Published

17/01/2026 às 14:08

South Korea has transformed an exposed bay into a deep-water port, dragging 72 million cubic meters of sediment and erecting colossal maritime structures to compete in global trade.

According to official documents presented by the South Korean Ministry of Finance at APEC forums, the country dredged approximately 72 million cubic meters of sediment at the beginning of the development of Busan New Port, one of the largest maritime engineering projects in Asia. The goal was to create a deep-water port infrastructure capable of receiving the world’s largest container ships, expanding South Korea’s logistical capacity and repositioning the country in global maritime trade.

The area originally chosen was not a natural harbor. It was a region exposed to the open sea, with insufficient depth, risks of swells, and no coastal infrastructure. To make it viable, South Korea needed to excavate channels, deepen port berths, stabilize the seabed, and build… retaining walls, to shape artificial islands and then build an entire logistical ecosystem on this new maritime territory.

This process defines what engineers call “deep water port built”, unlike traditional ports that take advantage of natural inlets or bays.

Industrial dredging on a continental scale

Dredging 72 million m³ That would already be an achievement in itself, but the impact goes beyond the sheer number. In practice, this means:

  • Remove sediment to create deep drafts for post-Panamax and New-Panamax ships.
  • Ensuring adequate depths even with rough seas and seasonal waves.
  • Maintain the canal navigable throughout the year.

Port of Busan in 1965

For comparative purposes:

72 million m³ equivalent to filling approximately 28.800 Olympic-sized swimming pools
• It is greater than the volume of sediment removed in some European mega-river projects.
• It was conducted in an ocean environment, which multiplies the complexity.
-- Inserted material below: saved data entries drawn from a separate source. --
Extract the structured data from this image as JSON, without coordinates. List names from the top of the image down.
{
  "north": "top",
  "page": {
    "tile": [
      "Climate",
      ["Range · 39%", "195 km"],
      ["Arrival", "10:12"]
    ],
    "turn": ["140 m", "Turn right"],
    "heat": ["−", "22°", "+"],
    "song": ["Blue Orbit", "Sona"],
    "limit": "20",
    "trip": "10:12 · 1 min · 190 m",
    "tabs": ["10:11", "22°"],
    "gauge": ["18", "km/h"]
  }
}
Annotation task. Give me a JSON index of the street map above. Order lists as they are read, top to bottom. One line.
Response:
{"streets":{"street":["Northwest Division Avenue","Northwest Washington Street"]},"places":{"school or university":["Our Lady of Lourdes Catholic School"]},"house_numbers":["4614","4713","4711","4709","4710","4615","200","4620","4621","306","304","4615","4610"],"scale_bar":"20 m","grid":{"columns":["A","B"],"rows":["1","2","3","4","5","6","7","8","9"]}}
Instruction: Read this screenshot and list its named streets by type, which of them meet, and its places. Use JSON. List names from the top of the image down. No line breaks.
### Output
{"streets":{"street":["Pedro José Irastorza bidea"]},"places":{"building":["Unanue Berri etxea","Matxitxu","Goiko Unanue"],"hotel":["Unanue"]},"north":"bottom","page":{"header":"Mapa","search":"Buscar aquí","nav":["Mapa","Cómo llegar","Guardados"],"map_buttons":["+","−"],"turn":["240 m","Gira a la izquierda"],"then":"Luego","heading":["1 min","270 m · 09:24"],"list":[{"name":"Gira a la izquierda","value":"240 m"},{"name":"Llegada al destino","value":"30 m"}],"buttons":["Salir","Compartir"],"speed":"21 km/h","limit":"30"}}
All of this involves suction dredgers, offshore excavators, hydraulic transport systems, and rigorous environmental monitoring to ensure that none of this destroys sensitive biological areas near the port.

Construction of sea walls, dikes and platforms.

With the funds prepared, the structural phase began: building a port where there was no port. This meant:

• Build maritime retaining walls with cyclopean blocks and rockfill
• Create logistics islands and industrial platforms interconnected
• Stabilize docking areas with deep foundations
• Implement breakwaters which reduce waves and enable 24-hour operations

These projects are comparable to major Japanese offshore port projects, with one key difference: Busan’s objective was to compete with… Shanghai, Singapore and Yokohama, which are among the largest logistics hubs in the world.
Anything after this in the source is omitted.